Copy out every line holding the string "panel" from the records below.

···

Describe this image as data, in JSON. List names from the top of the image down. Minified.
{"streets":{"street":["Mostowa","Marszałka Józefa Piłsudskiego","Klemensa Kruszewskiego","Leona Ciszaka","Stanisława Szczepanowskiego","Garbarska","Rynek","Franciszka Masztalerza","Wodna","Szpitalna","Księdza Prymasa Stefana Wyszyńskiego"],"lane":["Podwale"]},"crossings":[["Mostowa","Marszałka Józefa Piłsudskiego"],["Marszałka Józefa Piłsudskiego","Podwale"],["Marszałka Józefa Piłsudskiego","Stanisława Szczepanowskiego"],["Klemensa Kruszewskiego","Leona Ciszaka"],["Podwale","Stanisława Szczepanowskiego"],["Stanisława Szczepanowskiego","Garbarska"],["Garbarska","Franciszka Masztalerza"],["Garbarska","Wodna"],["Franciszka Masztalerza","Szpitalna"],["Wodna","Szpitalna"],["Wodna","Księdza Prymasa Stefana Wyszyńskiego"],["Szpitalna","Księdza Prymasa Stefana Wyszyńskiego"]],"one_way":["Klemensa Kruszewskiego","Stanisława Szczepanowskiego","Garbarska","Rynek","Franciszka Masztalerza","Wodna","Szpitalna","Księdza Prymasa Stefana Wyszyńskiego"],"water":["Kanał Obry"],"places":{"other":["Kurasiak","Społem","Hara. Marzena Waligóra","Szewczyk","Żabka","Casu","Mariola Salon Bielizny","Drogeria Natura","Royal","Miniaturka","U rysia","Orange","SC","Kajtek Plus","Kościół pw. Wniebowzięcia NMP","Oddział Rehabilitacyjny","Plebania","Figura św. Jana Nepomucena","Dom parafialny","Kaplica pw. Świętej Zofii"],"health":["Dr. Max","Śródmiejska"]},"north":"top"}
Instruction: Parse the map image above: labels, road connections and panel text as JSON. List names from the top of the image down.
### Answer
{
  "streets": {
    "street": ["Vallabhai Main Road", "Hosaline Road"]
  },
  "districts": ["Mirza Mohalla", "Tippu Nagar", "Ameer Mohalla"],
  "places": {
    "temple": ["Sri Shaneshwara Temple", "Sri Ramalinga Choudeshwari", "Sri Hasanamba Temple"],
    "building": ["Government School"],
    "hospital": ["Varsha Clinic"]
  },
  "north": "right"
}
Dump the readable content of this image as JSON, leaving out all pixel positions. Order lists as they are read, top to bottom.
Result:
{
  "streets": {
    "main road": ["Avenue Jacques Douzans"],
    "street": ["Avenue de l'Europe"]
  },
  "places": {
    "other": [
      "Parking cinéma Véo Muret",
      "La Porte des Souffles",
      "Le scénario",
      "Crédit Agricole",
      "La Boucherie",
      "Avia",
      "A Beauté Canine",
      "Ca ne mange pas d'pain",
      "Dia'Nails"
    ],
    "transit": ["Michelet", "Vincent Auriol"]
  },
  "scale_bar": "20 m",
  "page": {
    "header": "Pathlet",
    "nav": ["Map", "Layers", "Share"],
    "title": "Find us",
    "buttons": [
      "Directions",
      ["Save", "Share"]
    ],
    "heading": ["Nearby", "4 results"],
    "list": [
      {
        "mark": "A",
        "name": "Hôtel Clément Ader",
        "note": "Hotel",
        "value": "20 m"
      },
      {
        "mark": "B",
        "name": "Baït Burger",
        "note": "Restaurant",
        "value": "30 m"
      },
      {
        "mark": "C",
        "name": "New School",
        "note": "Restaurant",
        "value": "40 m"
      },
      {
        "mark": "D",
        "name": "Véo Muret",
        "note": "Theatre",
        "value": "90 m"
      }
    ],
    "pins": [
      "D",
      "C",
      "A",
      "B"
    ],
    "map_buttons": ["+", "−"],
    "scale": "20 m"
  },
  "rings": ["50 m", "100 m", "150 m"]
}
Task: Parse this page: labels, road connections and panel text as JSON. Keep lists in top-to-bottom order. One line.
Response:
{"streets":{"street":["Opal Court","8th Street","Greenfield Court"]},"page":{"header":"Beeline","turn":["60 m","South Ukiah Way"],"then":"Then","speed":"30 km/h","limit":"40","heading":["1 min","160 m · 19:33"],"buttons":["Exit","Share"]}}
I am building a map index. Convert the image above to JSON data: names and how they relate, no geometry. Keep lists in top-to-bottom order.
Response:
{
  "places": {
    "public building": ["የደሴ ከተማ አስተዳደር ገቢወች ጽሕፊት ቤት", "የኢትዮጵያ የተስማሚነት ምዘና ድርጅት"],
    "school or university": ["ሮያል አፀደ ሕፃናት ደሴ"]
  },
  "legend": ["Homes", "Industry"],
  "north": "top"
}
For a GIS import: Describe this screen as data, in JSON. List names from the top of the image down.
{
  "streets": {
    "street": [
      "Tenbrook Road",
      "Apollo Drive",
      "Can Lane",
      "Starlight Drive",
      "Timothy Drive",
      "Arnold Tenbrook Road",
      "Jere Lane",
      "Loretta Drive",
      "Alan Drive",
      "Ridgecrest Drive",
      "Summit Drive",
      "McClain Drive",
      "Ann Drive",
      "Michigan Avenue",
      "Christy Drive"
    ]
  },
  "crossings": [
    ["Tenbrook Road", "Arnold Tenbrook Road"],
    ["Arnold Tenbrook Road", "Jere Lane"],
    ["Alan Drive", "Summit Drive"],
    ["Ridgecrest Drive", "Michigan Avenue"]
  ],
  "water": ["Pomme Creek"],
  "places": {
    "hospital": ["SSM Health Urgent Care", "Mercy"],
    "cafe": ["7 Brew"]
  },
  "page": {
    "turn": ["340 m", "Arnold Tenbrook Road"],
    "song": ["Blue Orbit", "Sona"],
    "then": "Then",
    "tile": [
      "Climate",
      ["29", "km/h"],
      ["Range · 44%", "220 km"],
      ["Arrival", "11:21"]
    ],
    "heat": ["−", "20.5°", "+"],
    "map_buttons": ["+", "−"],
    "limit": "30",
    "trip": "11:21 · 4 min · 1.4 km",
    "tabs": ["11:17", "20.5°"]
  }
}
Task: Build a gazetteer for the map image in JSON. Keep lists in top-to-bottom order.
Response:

···

# Written response:
Instruction: Parse the map image above: labels, road connections and panel text as JSON. List names from the top of the image down.
Task: Parse this page: labels, road connections and panel text as JSON. Keep lists in top-to-bottom order. One line.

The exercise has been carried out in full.